Go through the records below and report each line with "this" in it.

##############################

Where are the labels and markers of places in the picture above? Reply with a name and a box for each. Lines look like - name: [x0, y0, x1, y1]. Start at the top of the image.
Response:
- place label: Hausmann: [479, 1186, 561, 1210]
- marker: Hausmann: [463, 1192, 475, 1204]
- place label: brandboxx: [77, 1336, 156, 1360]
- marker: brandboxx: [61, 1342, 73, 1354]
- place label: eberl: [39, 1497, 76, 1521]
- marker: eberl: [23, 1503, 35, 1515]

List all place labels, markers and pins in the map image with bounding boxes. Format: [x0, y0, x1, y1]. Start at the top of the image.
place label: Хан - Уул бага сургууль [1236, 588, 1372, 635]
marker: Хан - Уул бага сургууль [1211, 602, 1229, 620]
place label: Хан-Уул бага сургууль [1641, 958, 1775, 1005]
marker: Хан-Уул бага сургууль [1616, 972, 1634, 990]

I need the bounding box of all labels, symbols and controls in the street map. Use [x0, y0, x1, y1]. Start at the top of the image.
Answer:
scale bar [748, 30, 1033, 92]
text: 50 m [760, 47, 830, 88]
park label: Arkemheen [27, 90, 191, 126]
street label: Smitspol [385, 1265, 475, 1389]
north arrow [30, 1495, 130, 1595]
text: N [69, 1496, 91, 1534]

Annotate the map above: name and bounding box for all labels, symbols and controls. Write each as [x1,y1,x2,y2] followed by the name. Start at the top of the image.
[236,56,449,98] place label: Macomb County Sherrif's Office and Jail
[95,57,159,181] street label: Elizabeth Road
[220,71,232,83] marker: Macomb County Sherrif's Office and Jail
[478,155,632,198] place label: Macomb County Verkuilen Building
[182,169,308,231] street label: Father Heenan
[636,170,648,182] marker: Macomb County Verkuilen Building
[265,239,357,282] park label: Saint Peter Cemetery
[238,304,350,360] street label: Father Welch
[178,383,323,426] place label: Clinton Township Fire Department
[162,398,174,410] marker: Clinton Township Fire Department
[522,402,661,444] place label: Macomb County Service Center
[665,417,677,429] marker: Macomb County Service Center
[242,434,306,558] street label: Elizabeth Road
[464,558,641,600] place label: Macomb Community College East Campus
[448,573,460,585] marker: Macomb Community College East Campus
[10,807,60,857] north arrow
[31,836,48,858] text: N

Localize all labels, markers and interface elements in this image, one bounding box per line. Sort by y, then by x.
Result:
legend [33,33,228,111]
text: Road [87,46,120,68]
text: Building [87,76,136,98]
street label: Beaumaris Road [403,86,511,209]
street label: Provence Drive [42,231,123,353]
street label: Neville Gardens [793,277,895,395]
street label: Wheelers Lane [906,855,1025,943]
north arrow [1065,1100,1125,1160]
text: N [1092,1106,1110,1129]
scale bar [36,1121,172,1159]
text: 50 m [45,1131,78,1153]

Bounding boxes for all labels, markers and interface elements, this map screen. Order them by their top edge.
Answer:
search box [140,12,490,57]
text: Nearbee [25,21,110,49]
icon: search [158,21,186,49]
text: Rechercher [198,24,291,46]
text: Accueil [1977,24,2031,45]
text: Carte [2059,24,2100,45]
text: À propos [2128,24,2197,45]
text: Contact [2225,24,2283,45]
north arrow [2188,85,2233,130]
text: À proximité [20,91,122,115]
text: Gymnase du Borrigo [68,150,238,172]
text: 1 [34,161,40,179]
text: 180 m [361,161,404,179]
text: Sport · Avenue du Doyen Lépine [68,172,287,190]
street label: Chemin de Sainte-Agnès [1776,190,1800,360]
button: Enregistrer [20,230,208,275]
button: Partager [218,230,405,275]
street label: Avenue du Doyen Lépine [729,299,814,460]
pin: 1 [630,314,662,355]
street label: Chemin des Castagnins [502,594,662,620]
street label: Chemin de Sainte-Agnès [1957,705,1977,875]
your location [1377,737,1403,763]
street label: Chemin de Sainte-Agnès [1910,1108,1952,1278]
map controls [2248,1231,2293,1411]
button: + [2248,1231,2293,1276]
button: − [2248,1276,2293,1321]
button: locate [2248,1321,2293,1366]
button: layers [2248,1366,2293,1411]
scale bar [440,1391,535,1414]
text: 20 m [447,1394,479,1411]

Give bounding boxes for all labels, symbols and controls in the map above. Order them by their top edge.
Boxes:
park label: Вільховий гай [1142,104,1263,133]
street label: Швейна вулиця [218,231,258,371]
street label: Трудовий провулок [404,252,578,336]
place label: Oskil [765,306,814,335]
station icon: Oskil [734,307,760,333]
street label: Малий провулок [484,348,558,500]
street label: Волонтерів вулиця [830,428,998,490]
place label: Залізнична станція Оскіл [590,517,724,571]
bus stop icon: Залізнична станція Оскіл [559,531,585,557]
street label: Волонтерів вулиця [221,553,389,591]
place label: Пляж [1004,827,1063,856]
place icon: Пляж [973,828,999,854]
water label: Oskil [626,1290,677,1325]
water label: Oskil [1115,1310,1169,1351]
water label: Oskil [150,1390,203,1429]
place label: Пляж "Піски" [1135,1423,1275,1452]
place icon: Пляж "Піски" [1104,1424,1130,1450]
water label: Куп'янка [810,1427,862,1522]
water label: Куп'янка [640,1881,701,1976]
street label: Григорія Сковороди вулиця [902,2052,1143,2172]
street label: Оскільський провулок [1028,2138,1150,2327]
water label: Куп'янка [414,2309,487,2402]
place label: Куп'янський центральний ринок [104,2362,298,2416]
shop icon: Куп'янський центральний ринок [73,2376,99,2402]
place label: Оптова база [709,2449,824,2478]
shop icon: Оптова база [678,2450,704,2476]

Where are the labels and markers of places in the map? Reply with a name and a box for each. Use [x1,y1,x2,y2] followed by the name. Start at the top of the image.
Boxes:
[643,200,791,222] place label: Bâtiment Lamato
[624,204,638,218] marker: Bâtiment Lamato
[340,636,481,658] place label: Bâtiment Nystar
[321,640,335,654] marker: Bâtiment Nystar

##############################

**SOLUTION BELOW:**
Localize all labels, markers and interface elements in this image, one bounding box per line. Sort by y, then by x.
Bounding boxes for all labels, markers and interface elements, this map screen. Order them by their top edge.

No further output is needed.